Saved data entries

^^^^

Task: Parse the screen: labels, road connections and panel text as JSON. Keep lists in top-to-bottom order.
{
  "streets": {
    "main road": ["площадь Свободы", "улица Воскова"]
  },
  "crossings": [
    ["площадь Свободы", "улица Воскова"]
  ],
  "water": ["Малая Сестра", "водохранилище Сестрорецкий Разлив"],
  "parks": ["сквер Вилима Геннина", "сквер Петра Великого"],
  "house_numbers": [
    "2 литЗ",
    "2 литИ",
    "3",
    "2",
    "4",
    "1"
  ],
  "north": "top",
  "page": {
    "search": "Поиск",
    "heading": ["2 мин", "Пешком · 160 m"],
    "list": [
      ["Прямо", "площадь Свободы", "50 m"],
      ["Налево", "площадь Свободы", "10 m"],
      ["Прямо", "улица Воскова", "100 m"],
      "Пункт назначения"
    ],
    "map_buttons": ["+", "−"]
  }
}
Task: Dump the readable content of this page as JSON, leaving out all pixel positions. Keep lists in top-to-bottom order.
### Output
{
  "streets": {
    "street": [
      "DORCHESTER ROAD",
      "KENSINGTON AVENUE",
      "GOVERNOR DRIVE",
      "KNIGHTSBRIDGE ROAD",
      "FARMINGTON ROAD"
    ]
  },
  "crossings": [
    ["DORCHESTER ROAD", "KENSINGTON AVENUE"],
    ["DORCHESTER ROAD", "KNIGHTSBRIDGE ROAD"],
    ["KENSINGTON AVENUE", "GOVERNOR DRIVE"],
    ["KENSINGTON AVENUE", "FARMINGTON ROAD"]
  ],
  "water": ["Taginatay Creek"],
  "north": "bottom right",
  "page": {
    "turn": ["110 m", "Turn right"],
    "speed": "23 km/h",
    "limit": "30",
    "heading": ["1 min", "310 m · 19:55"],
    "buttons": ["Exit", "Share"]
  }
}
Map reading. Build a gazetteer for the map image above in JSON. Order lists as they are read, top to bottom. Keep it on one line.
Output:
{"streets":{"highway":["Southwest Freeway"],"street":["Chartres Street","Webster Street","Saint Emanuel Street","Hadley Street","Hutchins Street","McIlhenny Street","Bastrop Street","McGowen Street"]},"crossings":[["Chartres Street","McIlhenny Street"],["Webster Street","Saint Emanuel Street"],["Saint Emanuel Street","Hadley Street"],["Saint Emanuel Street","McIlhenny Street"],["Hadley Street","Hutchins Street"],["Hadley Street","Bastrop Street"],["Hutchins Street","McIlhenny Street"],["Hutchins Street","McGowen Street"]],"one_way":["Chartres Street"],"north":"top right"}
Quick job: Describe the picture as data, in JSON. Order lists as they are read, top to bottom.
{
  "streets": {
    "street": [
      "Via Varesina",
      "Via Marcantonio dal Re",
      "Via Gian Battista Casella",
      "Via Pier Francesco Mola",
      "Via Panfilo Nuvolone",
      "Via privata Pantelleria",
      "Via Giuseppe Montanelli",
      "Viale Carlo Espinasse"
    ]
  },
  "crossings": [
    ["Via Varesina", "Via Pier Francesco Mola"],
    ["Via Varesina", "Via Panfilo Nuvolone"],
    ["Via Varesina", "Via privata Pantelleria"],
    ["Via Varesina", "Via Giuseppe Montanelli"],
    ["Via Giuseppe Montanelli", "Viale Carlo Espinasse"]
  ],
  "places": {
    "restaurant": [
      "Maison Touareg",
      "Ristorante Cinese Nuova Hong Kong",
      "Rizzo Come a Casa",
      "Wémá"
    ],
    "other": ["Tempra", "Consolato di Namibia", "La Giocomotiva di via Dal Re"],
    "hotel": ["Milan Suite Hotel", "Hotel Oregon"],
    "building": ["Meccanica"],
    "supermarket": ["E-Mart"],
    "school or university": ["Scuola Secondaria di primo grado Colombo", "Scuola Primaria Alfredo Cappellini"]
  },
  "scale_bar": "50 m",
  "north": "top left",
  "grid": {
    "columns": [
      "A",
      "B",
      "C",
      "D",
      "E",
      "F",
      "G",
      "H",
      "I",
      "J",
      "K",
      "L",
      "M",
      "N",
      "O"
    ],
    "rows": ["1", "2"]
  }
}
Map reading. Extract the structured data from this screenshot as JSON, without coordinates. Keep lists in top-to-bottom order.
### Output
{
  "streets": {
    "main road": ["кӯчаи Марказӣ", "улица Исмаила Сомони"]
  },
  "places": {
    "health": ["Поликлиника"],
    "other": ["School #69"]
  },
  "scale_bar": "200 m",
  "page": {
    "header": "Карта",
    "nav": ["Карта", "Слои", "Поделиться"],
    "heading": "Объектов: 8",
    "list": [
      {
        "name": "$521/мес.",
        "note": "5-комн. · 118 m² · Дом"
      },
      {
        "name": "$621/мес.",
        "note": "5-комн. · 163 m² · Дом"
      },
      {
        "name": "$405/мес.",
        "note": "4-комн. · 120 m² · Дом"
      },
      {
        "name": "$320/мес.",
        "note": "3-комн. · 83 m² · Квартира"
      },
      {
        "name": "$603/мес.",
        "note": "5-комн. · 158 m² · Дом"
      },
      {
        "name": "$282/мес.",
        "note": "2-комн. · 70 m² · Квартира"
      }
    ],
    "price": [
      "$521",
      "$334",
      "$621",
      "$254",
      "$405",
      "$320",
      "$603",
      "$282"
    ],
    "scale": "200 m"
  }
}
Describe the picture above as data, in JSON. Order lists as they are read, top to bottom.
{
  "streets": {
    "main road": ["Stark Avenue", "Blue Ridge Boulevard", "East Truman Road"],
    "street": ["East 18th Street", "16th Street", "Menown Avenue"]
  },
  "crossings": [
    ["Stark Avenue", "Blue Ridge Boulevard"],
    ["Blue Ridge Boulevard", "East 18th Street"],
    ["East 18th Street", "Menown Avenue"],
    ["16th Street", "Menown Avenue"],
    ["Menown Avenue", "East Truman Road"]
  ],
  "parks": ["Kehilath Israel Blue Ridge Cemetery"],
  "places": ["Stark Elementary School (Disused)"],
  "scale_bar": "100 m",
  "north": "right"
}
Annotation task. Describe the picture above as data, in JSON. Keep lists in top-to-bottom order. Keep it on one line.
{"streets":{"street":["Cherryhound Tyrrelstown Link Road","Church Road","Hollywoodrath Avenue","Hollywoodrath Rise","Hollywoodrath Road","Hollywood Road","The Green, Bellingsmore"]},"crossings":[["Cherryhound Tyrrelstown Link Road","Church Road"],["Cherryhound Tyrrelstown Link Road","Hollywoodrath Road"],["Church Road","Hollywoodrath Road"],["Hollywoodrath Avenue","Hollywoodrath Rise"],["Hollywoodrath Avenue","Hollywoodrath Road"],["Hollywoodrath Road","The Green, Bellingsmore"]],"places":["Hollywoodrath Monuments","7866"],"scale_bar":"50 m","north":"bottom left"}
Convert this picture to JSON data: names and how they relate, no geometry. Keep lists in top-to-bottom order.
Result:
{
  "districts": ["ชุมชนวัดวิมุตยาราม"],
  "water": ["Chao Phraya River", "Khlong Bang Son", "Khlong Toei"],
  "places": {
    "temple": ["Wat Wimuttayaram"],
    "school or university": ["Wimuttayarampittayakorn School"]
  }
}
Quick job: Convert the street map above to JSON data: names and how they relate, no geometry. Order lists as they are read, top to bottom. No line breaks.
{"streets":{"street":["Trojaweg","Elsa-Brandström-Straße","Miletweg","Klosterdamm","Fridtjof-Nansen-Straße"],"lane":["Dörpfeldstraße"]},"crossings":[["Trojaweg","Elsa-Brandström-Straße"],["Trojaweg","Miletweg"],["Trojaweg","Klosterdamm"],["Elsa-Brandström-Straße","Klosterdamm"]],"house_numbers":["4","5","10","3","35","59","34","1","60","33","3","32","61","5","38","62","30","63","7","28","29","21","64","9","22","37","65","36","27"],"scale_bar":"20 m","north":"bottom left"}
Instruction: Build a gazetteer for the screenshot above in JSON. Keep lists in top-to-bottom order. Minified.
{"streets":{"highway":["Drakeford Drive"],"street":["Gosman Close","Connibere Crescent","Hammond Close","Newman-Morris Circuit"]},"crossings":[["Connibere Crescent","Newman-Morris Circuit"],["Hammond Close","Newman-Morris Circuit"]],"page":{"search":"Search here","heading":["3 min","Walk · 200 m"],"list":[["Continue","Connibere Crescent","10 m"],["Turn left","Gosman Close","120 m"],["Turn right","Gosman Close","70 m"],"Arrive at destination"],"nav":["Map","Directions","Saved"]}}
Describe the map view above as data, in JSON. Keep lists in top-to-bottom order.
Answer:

^^^^

== Required work ==
Please copy only the lines between the first line of the entries and the line with "Task: Dump the", keeping those two end lines as well, exactly as written.

== Reply to the exercise ==
Task: Parse the screen: labels, road connections and panel text as JSON. Keep lists in top-to-bottom order.
{
  "streets": {
    "main road": ["площадь Свободы", "улица Воскова"]
  },
  "crossings": [
    ["площадь Свободы", "улица Воскова"]
  ],
  "water": ["Малая Сестра", "водохранилище Сестрорецкий Разлив"],
  "parks": ["сквер Вилима Геннина", "сквер Петра Великого"],
  "house_numbers": [
    "2 литЗ",
    "2 литИ",
    "3",
    "2",
    "4",
    "1"
  ],
  "north": "top",
  "page": {
    "search": "Поиск",
    "heading": ["2 мин", "Пешком · 160 m"],
    "list": [
      ["Прямо", "площадь Свободы", "50 m"],
      ["Налево", "площадь Свободы", "10 m"],
      ["Прямо", "улица Воскова", "100 m"],
      "Пункт назначения"
    ],
    "map_buttons": ["+", "−"]
  }
}
Task: Dump the readable content of this page as JSON, leaving out all pixel positions. Keep lists in top-to-bottom order.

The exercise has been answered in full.